Un art réservé aux femmes….
En majorité , ce sont les femmes qui les transportent, mais aussi les vendent. Même si le métier reste exclusivement féminin, les jeunes femmes ne sont pas autorisées à fabriquer certains ustensiles. L'étape de la cuisson reste un autre mystère. « Ce n'est pas n'importe quel jour qui est choisi pour cuire les poteries. Il faut préalablement consulter l'oracle, c'est lui qui choisit le jour indiqué. Parfois, il exige certaines cérémonies afin de prévenir la destruction des poteries une fois mises dans le four" nous a confié une autre potière.
Très sollicités dans les cérémonies et rites traditionnelles ( funérailles, mariages, fêtes traditionnelles, tradi-thérapie, etc), les objets et ustensiles en argile cuite sont quasi indispensables au quotidien mais les potières se heurtent de nos jours à bien de difficultés. De la recherche des matières première en passant par le transport, et la cuisson, chaque étape a son lot de dépenses.
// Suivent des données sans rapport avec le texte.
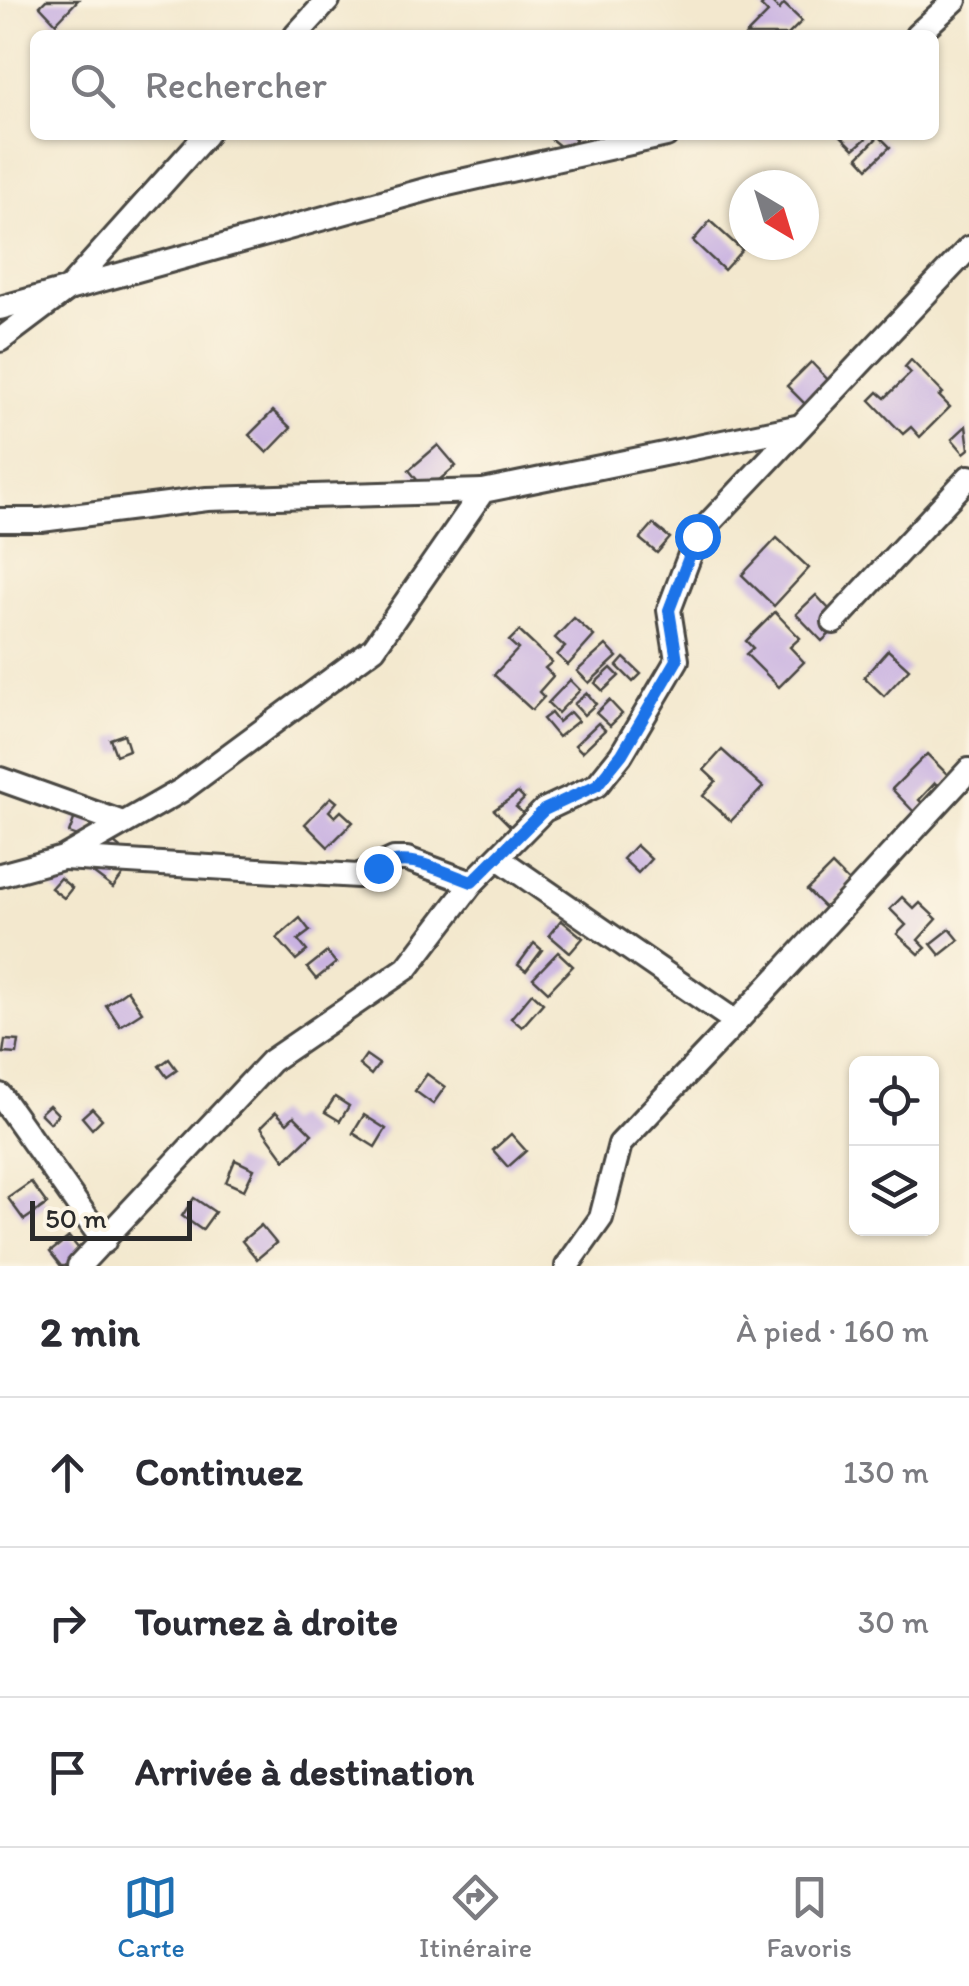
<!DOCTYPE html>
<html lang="fr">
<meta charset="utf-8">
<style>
:root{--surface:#fff;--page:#f2f2f3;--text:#2b2b33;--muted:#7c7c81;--line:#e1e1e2;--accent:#1f6fb2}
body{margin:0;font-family:Itim,sans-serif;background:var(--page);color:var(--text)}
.controls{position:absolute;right:30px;bottom:30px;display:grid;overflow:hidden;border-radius:15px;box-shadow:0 2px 8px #0004}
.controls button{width:90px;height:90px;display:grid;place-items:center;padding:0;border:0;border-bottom:2px solid var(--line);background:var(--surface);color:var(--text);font:50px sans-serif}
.compass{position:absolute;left:729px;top:170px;width:90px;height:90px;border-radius:50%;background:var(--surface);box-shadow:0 2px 8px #0004;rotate:142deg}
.scale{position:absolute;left:30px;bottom:25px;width:162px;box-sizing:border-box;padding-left:10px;border:5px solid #2b2b2b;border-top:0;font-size:28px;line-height:35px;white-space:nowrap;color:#2b2b2b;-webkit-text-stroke:8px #fcf5e5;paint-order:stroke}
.stop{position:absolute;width:30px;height:30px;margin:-22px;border:8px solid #1a73e8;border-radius:50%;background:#fff}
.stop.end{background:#1a73e8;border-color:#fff;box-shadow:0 2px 10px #0008}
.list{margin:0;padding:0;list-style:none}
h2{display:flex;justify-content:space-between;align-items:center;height:130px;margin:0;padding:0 40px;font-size:42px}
h2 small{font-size:32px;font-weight:400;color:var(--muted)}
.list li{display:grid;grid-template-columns:65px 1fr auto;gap:30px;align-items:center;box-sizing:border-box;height:150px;padding:0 40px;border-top:2px solid var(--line)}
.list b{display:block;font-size:38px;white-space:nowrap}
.list em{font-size:32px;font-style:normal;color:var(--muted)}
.icon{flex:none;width:55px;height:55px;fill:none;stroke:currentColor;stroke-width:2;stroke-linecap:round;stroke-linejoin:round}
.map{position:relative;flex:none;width:969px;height:1266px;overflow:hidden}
.search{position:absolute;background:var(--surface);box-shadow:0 2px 8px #0004;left:30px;right:30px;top:30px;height:110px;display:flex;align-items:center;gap:25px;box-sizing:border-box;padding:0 35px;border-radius:15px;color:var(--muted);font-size:38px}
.sheet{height:580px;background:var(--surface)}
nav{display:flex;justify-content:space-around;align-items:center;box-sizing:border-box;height:140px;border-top:2px solid var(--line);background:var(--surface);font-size:28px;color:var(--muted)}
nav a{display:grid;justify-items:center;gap:5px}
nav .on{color:var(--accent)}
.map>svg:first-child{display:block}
.building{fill:#c9b2e1}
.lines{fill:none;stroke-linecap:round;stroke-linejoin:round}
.minor-casing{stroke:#494743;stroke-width:28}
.minor{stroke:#fff;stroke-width:22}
.route{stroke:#1a73e8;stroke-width:12}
</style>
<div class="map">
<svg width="969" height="1266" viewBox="0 0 969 1266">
<rect width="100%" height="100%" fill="#fcf5e5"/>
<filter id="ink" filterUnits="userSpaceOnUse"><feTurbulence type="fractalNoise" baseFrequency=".01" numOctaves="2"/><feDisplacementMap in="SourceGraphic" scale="20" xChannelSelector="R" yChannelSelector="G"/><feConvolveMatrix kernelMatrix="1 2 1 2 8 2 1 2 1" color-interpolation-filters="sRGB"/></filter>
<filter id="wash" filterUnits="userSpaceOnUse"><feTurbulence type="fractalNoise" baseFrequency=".0048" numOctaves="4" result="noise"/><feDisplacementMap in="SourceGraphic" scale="40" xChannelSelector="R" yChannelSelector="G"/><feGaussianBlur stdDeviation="2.25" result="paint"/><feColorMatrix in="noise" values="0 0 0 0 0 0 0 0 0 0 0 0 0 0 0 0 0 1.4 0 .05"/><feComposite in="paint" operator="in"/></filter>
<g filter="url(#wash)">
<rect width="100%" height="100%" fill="#f3e8ce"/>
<g id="blocks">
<g class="building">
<path d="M46,0H78L56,23L40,6Z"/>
<path d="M767,0H777L773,4L779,10L784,4L802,21L788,35H746L768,13L761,6Z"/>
<path d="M554,135H571L576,139L566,151L551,139Z"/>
<path d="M840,135H870L854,149Z"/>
<path d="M879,136L890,147L868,168L858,157Z"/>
<path d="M710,221L742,250L724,270L693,241Z"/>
<path d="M911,360L943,393L939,396L950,407L920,437L911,427L903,434L870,400L878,392L885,398L911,373L905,367Z"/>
<path d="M811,362L830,382L806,405L787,386Z"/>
<path d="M273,411L291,428L267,453L249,435Z"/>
<path d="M966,426L969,449L964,453L952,439Z"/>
<path d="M438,445L456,466L426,491L409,470Z"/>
<path d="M653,524L670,538L657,553L640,539Z"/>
<path d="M777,538L809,568L774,606L742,575Z"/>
<path d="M816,595L842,623L822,641L796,614Z"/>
<path d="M775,612L800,638L790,647L804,662L779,687L746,654L753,648L746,641Z"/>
<path d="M574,618L594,636L568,665L557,655L565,647L555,638Z"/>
<path d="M519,631L552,662L545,668L553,676L539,692L544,697L532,710L494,675L518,649L509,641Z"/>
<path d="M606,645L617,657L589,683L577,671Z"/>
<path d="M888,650L909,669L884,696L864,677Z"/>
<path d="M624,658L641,674L633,682L617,666Z"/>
<path d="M611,668L619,676L603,691L595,683Z"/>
<path d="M570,680L580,690L558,713L548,703Z"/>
<path d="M587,693L596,704L584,715L574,704Z"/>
<path d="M609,700L622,714L610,726L596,713Z"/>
<path d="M570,712L578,721L558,737L543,719L551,713L558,722Z"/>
<path d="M598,723L605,730L582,752L575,745Z"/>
<path d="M124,734L129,750L116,755L110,739Z"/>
<path d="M722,750L763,787L731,821L703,796L716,781L704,770Z"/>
<path d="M927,754L951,778L940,788L935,783L919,800L925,806L916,814L892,789Z"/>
<path d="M518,793L524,799L516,807L524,814L511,827L494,810Z"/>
<path d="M331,797L337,802L329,811L335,817L341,811L353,822L328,847L305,824Z"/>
<path d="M76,814L93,820L86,839L69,833Z"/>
<path d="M103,834L124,851L131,864L113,888L81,864Z"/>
<path d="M636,845L651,859L638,873L623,859Z"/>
<path d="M832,865L850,883L825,908L807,890Z"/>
<path d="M60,878L72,888L64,898L51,888Z"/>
<path d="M902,897L914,909L920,903L937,919L918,940L926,948L919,954L897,934L906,925L890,909Z"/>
<path d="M300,918L310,931L298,940L307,951L296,960L277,938Z"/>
<path d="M561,920L583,938L570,953L549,935Z"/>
<path d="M950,929L959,940L940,955L931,944Z"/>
<path d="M534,943L542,950L526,971L518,965Z"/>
<path d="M327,952L336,963L316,979L307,968Z"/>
<path d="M558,952L573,966L548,992L533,978Z"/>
<path d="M127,990L142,1012L120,1026L106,1005Z"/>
<path d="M532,993L543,1003L522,1027L511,1018Z"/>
<path d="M5,1040L19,1041L17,1054L3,1053Z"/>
<path d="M366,1055L379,1064L371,1075L359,1065Z"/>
<path d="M169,1059L177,1070L167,1077L159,1066Z"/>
<path d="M427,1074L445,1087L433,1104L415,1091Z"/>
<path d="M335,1097L349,1106L340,1121L325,1112Z"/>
<path d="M49,1105L58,1114L50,1123L40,1113Z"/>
<path d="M92,1108L102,1119L92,1129L82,1117Z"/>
<path d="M276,1112L287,1123L294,1116L312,1134L285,1160L261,1127Z"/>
<path d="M364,1115L386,1129L375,1147L353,1133Z"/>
<path d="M511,1134L526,1151L508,1167L493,1150Z"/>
<path d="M235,1160L254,1169L244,1190L226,1182Z"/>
<path d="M31,1182L47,1204L24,1220L8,1198Z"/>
<path d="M194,1198L215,1212L202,1230L182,1216Z"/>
<path d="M261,1225L276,1243L257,1259L242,1241Z"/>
<path d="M69,1237L84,1255L70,1266H61L50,1252Z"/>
</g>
</g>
</g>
<g filter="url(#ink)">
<use href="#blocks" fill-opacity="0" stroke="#494743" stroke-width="2.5"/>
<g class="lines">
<g class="minor-casing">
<g id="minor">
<path d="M296,35L328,0"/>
<path d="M917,35L955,0"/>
<path d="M0,308L443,185L666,135"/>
<path d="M0,340L69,288L206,135"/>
<path d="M0,520H41L207,499L483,491"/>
<path d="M834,622L969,477"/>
<path d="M0,779L123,823"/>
<path d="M64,858L358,876L394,859H407L472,883"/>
<path d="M498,858L736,1022L620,1144L601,1218L567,1266"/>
<path d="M0,875L63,858L182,790L374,648L483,491L796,427"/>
<path d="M736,1022L969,770"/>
<path d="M0,1095L104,1242"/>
<path d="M79,1266L271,1061L407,968L472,883L544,810L597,785L621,755L677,660L669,610L697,536L969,248"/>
</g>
</g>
<use href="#minor" class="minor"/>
</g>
</g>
<g class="lines" filter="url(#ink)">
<path class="route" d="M378,868C408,850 441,872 472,882L544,810L597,785L622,754L677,660L669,610L697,536"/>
</g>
</svg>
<div class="controls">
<button><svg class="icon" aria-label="locate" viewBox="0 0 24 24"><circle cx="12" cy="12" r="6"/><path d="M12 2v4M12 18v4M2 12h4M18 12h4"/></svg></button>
<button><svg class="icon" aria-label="layers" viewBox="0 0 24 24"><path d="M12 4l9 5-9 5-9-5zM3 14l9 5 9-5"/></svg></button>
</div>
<svg class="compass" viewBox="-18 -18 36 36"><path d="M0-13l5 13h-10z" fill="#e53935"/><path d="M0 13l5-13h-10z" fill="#7c7c81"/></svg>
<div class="scale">50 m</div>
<div class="stop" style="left:697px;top:536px"></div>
<div class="stop end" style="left:378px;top:868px"></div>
<div class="search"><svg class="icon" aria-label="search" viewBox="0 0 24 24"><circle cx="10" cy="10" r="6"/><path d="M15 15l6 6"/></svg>Rechercher</div>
</div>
<section class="sheet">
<h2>2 min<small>À pied · 160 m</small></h2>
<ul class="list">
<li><svg class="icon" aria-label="ahead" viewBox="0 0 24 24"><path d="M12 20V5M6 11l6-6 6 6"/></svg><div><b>Continuez</b></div><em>130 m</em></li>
<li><svg class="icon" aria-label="right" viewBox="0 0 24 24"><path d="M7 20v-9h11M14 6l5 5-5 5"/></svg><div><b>Tournez à droite</b></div><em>30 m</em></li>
<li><svg class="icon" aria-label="arrive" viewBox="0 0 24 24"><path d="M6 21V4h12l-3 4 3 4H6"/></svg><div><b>Arrivée à destination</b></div></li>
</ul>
</section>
<nav>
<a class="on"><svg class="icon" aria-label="map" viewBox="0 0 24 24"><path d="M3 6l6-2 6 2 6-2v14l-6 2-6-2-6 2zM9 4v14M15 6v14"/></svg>Carte</a>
<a><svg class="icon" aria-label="directions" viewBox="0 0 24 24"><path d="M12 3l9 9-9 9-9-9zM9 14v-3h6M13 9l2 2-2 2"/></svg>Itinéraire</a>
<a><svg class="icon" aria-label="saved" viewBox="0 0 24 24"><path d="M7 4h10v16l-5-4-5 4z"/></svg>Favoris</a>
</nav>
Et à l'arrivée les recettes sont maigres. " Après la vente, nous faisons la situation des dépenses et s'il reste quelque chose, on s'en sert pour nos petits besoin" nous a confié dame Naldjoume. Malgré les difficultés, les potières arrivent à participer aux charges du ménage. Madame Yanhale, mère de huit enfants nous a fait savoir que grâce à la vente des poteries, elle a aidé son époux a élever leurs enfants. " Je n'ai pu rien réaliser mais j'ai aidé mon mari dans la prise en charge de nos enfants , c'est ma plus grande fierté" a t-elle lâché en riant .
Moderniser un tant soit peu cette activité avec un appui en matériel, la construction de four amélioré, et des ateliers en matériaux résistants feraient sans doute des potières de Toumangue de véritables entrepreneurs acteurs de développement.